Like me, the guy’s a gadget freak. Where Beng balks at digital controls she doesn’t recognize, Buboy has no qualms about pressing buttons and asking questions later — just to see what will turn on, light up, or start blaring. In one of those intuitive modes that you develop around rambunctious kids, I grew suspicious when the room with Buboy in it became deathly quiet, and when I popped back in, there he was in front of my laptop, eyes big as saucers at getting caught — with my Apricorn USB stick, a specially encrypted security device, plugged in. How he found that stick and even figured the proper plug-in orientation defies me up to now; had he decoded it, I would have paid for his ticket to Caltech. He can call me on his own on Facetime or Google Duo on his mother’s phone, and using its camera is a snap. “Tatay, let’s take a selfie” is one of his favorite commands, and he likes watching himself (and his papa) gyrate on TikTok. One day I was surprised to find that I had sent a message saying “#2hjjjjjnd67edhwekd]]]” to a Viber group. We’ve just brought Alexa into the household, and I just know I’m going to have to Buboy-proof her unless we want to listen to “The Alphabet Song” all day.
Beyond digital smarts, Buboy likes to think he has a firm grip on reality. Like any three-year-old, he’s still terrified of the moo-moo, which is what he calls the shadows cast on the wall behind me by the light, and which I employ to gain some leverage on his behavior. But when we watch snakes and sharks on National Geographic and I try to scare him with them, he shrugs dismissively and says, “That’s only TV!” When once I couldn’t find the remote (which he routinely hides), he sighed and fished it out with a comment: “Tatay is blind.” He asked me about the luggage rack on top of the Jimny: “What’s that for?” It’s for bags, I said — do you want to go up there? “I’m not a bag,” he shot back.
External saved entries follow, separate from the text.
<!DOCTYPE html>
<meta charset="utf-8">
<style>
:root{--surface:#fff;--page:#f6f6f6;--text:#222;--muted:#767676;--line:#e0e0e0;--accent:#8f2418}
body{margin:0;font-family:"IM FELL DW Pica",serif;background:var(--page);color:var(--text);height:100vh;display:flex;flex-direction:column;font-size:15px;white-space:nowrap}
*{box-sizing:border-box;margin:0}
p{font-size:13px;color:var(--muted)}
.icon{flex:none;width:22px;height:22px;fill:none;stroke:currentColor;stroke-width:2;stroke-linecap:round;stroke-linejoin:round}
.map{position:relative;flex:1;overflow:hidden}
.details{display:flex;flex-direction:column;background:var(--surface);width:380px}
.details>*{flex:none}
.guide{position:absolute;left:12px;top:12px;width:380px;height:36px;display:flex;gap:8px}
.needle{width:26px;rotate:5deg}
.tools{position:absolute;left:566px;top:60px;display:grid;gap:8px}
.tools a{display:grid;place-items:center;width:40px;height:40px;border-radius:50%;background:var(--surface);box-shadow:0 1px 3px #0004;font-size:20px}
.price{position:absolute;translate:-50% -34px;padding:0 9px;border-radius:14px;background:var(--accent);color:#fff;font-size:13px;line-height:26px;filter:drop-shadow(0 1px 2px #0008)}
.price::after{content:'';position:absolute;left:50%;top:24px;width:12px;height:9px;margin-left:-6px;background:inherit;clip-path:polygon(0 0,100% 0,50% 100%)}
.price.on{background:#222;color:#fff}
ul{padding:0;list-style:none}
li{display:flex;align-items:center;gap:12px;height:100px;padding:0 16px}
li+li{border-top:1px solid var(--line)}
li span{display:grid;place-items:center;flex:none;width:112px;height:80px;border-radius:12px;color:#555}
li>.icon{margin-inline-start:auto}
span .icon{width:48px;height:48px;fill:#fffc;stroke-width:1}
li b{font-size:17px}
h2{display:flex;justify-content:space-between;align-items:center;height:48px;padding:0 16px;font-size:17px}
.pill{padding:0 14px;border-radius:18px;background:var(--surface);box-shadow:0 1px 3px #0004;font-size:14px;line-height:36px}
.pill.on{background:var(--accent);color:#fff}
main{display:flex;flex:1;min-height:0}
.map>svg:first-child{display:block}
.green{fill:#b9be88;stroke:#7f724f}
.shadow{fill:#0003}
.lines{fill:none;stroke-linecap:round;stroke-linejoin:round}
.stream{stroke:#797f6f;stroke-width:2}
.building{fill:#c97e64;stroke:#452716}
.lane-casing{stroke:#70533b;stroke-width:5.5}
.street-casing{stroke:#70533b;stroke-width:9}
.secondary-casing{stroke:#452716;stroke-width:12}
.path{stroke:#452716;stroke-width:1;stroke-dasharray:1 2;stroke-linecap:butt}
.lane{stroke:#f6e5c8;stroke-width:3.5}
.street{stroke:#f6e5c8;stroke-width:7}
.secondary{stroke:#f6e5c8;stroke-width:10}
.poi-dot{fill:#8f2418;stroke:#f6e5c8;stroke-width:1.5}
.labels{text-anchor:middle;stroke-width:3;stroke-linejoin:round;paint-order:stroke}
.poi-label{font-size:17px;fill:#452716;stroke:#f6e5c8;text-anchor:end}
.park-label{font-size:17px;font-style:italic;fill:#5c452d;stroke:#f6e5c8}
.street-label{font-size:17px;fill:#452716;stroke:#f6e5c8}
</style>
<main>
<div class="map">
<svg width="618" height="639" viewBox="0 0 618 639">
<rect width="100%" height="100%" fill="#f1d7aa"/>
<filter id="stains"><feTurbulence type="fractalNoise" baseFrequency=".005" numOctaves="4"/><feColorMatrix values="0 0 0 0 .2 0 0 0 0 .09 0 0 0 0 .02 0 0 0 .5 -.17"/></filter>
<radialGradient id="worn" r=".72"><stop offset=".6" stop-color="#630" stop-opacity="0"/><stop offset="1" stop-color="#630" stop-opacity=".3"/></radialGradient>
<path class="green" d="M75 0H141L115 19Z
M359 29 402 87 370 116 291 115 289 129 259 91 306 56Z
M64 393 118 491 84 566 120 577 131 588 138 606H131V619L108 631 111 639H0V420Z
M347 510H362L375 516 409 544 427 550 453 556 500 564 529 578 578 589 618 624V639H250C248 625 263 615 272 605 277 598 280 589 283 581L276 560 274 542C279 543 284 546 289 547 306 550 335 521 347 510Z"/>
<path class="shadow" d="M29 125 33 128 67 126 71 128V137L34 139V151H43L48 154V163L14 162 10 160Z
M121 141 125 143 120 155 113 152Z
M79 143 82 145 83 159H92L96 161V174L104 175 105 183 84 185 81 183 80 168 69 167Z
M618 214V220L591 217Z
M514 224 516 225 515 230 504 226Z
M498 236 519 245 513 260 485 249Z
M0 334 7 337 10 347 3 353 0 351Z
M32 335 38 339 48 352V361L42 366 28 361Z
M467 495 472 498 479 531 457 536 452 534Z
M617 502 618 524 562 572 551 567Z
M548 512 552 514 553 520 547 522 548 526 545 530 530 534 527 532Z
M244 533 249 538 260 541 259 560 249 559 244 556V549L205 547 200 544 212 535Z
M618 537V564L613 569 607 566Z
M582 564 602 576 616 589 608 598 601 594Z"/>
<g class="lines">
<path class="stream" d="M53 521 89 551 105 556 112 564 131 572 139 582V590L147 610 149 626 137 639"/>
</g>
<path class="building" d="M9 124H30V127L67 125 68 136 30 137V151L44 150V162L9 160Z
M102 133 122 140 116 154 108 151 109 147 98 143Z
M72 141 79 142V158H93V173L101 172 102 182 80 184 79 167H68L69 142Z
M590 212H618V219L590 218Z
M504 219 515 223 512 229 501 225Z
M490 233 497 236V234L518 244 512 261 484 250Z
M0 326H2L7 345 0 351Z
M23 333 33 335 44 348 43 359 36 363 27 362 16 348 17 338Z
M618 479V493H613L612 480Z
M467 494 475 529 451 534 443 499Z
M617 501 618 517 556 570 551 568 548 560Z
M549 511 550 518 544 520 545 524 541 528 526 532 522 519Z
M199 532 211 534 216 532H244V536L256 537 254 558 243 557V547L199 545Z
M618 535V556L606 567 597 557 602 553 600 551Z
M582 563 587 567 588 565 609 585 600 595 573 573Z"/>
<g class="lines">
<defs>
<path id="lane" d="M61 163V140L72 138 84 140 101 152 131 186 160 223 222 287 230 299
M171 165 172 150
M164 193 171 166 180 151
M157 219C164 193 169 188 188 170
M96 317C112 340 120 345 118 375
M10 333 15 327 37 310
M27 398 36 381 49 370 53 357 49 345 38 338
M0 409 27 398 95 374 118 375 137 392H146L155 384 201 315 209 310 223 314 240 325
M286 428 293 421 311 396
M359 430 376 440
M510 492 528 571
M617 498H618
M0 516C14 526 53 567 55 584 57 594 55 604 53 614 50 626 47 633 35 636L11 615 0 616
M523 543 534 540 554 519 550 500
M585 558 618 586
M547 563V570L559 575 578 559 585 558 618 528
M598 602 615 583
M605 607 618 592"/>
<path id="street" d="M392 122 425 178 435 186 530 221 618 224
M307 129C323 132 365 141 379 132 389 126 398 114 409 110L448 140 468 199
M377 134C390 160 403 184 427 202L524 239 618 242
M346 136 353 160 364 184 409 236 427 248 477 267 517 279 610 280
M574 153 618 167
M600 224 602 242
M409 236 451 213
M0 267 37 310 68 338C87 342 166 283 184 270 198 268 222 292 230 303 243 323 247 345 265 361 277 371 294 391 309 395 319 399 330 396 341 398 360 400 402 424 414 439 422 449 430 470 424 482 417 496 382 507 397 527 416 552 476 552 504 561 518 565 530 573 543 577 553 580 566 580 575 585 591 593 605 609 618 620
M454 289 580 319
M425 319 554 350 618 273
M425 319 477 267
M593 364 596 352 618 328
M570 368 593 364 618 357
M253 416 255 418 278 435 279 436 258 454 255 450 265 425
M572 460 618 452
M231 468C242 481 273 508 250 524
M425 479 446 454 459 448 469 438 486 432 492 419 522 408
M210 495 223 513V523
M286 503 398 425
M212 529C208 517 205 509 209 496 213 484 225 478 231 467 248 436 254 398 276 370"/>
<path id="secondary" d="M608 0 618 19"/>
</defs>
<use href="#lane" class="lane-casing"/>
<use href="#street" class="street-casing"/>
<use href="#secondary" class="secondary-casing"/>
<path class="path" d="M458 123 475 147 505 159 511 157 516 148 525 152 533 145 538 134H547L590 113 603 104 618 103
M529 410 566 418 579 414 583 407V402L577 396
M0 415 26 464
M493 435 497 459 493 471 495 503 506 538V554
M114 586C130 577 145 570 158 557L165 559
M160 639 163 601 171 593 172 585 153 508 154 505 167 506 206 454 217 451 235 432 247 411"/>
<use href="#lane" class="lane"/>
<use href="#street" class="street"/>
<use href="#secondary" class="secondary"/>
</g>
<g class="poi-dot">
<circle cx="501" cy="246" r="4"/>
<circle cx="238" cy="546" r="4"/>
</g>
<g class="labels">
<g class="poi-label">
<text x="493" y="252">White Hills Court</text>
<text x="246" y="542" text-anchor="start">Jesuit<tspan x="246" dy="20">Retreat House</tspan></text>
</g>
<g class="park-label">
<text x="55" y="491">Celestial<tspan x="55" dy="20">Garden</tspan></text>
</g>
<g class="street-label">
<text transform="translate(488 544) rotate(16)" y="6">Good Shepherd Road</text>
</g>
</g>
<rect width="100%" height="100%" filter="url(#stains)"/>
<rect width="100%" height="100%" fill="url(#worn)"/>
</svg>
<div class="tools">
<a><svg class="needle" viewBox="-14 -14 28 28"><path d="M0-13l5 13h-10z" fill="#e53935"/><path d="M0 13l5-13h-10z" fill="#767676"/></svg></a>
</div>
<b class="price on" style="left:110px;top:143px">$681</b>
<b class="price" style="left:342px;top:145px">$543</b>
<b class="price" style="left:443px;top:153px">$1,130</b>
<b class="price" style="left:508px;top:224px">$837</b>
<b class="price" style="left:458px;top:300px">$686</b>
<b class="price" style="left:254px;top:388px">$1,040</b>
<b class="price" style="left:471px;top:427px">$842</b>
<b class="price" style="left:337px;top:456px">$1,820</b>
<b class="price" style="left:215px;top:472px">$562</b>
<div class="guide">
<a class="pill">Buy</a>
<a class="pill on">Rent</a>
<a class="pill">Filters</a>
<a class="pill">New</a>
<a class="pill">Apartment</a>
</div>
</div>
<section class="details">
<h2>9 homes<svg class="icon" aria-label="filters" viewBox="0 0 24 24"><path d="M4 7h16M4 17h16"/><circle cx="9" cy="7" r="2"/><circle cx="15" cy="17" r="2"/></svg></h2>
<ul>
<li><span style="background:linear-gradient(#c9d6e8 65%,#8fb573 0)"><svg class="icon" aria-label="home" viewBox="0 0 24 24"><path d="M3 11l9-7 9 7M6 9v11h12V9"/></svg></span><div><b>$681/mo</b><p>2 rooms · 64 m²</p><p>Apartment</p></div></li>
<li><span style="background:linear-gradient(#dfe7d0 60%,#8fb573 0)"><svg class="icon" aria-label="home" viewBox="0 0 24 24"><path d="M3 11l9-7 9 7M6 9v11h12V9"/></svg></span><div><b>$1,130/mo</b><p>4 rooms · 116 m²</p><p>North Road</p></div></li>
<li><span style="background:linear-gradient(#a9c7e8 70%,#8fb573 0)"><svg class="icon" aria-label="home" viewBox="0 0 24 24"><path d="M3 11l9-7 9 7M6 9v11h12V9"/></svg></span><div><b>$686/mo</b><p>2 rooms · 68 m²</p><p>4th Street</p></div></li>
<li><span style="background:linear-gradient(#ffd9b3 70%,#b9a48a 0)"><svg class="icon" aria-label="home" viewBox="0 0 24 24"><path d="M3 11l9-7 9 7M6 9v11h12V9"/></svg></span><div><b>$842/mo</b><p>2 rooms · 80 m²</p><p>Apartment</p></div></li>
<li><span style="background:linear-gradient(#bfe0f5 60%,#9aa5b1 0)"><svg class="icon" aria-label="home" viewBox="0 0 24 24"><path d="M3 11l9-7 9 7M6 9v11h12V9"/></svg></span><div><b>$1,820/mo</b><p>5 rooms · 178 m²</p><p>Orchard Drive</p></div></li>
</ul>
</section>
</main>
To make sure he doesn’t overdose on technology, Beng has begun to teach him drawing and painting, believing that there’s nothing like art to stretch the imagination. And what a stretch he’s making, showing me his drawing of a tree — basically a long line with some fuzz on top. He can sense I’m underwhelmed. “Draw me something else, something more,” I say. Like what, he says. Like, uhm, a monkey — what does a monkey eat? A banana, he says. So draw me a monkey eating a banana. I already did, he says. Where, I ask? He’s up there, in the tree.
He brings a teddy bear to bed, along with a bag of his favorite toys. One day he asked us, “Tatay, is Nanay your toy?” Beng’s brows shot up, as eager to know the answer as Buboy; I had to be very careful. “Yes, Buboy, Nanay is my toy — my teddy bear.” I should’ve stopped there, but I added, “A big one.” He giggled, but she didn’t like that at all.
I dread to think what he’ll start asking when he turns four in September, but by that time his nursery class should have resumed, albeit online. He’ll be part of the first generation of Zoom-schooled kids, but I suspect we can do better than Zoom.